Example: I want to split:

scott>=tiger

with >= as delimiter so that I can get scott and tiger.

2020/02/28
1
387
2/28/2020 9:42:36 AM

Accepted Answer

You can use the std::string::find() function to find the position of your string delimiter, then use std::string::substr() to get a token.

Example:

std::string s = "scott>=tiger";
std::string delimiter = ">=";
std::string token = s.substr(0, s.find(delimiter)); // token is "scott"
  • The find(const string& str, size_t pos = 0) function returns the position of the first occurrence of str in the string, or npos if the string is not found.

  • The substr(size_t pos = 0, size_t n = npos) function returns a substring of the object, starting at position pos and of length npos.

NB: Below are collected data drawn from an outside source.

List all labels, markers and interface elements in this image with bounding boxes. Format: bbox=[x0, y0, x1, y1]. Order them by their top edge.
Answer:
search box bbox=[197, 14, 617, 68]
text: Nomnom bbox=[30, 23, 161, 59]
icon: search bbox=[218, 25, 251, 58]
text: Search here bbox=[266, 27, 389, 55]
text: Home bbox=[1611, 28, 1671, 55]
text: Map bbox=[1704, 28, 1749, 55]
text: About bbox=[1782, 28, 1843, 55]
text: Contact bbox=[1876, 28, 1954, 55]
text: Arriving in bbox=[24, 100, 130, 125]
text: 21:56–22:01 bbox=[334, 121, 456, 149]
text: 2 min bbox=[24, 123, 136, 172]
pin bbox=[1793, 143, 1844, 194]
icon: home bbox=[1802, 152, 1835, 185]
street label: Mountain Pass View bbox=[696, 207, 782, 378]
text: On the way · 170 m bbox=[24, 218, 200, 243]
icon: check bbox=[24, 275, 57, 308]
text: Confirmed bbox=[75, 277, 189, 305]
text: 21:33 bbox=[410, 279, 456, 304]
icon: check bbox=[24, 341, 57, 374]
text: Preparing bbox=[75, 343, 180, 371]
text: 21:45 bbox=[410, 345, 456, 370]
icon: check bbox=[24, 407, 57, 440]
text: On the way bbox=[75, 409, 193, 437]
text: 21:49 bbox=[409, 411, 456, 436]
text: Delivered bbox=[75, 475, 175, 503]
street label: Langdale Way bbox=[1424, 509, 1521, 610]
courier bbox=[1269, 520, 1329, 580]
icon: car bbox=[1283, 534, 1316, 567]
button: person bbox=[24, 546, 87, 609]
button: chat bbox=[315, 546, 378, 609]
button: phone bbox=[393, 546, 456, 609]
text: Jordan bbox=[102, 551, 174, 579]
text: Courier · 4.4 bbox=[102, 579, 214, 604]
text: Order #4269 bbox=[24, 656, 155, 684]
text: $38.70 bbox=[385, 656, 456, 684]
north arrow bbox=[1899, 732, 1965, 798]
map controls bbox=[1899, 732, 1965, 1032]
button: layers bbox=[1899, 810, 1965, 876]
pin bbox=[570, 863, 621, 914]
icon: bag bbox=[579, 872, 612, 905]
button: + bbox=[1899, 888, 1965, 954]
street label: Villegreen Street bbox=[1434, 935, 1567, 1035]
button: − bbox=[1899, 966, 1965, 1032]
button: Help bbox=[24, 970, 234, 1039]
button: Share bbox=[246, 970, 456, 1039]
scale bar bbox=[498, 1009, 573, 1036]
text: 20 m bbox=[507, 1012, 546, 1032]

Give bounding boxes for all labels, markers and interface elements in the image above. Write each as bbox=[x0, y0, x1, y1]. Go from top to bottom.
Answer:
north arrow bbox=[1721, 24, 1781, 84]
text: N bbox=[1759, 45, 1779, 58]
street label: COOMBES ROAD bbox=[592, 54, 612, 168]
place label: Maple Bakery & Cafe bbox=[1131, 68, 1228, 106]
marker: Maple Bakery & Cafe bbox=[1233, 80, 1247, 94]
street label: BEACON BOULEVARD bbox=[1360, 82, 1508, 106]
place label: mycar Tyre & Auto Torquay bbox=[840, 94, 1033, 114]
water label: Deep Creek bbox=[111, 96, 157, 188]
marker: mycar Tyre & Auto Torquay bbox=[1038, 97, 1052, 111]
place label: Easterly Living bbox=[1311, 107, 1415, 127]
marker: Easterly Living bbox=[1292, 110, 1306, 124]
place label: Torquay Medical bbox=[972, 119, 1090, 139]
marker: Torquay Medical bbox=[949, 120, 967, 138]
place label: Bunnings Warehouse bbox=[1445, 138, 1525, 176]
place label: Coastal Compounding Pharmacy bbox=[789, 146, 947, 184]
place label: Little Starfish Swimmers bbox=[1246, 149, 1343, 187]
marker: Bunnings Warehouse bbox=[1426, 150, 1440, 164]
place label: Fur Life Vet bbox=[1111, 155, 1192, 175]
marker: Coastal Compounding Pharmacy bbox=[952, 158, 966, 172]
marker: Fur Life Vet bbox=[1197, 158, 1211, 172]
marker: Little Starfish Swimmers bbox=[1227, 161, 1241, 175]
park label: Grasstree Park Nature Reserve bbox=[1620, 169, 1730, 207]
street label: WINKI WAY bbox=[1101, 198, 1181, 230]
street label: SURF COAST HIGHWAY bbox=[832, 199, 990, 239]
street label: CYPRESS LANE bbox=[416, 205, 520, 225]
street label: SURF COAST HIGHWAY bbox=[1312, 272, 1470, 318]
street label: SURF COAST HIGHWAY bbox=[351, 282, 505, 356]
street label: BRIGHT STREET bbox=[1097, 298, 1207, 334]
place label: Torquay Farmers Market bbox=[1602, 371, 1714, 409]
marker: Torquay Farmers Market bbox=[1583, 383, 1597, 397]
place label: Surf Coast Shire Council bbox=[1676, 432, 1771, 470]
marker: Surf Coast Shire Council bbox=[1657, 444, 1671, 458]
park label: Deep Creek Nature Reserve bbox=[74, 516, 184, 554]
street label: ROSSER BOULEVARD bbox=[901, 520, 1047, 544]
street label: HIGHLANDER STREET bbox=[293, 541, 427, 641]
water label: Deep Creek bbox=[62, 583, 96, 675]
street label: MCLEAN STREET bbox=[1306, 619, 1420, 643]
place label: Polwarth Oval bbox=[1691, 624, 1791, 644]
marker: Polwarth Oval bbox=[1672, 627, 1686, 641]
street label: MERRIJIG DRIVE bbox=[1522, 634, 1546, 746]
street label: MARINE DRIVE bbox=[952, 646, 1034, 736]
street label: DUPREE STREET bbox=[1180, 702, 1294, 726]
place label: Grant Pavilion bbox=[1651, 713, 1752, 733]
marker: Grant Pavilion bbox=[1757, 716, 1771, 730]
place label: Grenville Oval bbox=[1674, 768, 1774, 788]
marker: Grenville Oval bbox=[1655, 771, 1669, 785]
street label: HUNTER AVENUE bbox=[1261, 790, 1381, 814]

If you have multiple delimiters, after you have extracted one token, you can remove it (delimiter included) to proceed with subsequent extractions (if you want to preserve the original string, just use s = s.substr(pos + delimiter.length());):

s.erase(0, s.find(delimiter) + delimiter.length());

This way you can easily loop to get each token.

Complete Example

std::string s = "scott>=tiger>=mushroom";
std::string delimiter = ">=";

size_t pos = 0;
std::string token;
while ((pos = s.find(delimiter)) != std::string::npos) {
    token = s.substr(0, pos);
    std::cout << token << std::endl;
    s.erase(0, pos + delimiter.length());
}
std::cout << s << std::endl;

Output:

scott
tiger
mushroom
2013/09/16
612
9/16/2013 8:18:09 AM

This method uses std::string::find without mutating the original string by remembering the beginning and end of the previous substring token.

#include <iostream>
#include <string>

int main()
{
    std::string s = "scott>=tiger";
    std::string delim = ">=";

    auto start = 0U;
    auto end = s.find(delim);
    while (end != std::string::npos)
    {
        std::cout << s.substr(start, end - start) << std::endl;
        start = end + delim.length();
        end = s.find(delim, start);
    }

    std::cout << s.substr(start, end);
}
2013/01/10

You can use next function to split string:

vector<string> split(const string& str, const string& delim)
{
    vector<string> tokens;
    size_t prev = 0, pos = 0;
    do
    {
        pos = str.find(delim, prev);
        if (pos == string::npos) pos = str.length();
        string token = str.substr(prev, pos-prev);
        if (!token.empty()) tokens.push_back(token);
        prev = pos + delim.length();
    }
    while (pos < str.length() && prev < str.length());
    return tokens;
}
2016/05/26

For string delimiter

Split string based on a string delimiter. Such as splitting string "adsf-+qwret-+nvfkbdsj-+orthdfjgh-+dfjrleih" based on string delimiter "-+", output will be {"adsf", "qwret", "nvfkbdsj", "orthdfjgh", "dfjrleih"}

#include <iostream>
#include <sstream>
#include <vector>

using namespace std;

// for string delimiter
vector<string> split (string s, string delimiter) {
    size_t pos_start = 0, pos_end, delim_len = delimiter.length();
    string token;
    vector<string> res;

    while ((pos_end = s.find (delimiter, pos_start)) != string::npos) {
        token = s.substr (pos_start, pos_end - pos_start);
        pos_start = pos_end + delim_len;
        res.push_back (token);
    }

    res.push_back (s.substr (pos_start));
    return res;
}

int main() {
    string str = "adsf-+qwret-+nvfkbdsj-+orthdfjgh-+dfjrleih";
    string delimiter = "-+";
    vector<string> v = split (str, delimiter);

    for (auto i : v) cout << i << endl;

    return 0;
}


Output

adsf
qwret
nvfkbdsj
orthdfjgh
dfjrleih




For single character delimiter

Split string based on a character delimiter. Such as splitting string "adsf+qwer+poui+fdgh" with delimiter "+" will output {"adsf", "qwer", "poui", "fdg"h}

#include <iostream>
#include <sstream>
#include <vector>

using namespace std;

vector<string> split (const string &s, char delim) {
    vector<string> result;
    stringstream ss (s);
    string item;

    while (getline (ss, item, delim)) {
        result.push_back (item);
    }

    return result;
}

int main() {
    string str = "adsf+qwer+poui+fdgh";
    vector<string> v = split (str, '+');

    for (auto i : v) cout << i << endl;

    return 0;
}


Output

adsf
qwer
poui
fdgh
2018/10/09

This code splits lines from text, and add everyone into a vector.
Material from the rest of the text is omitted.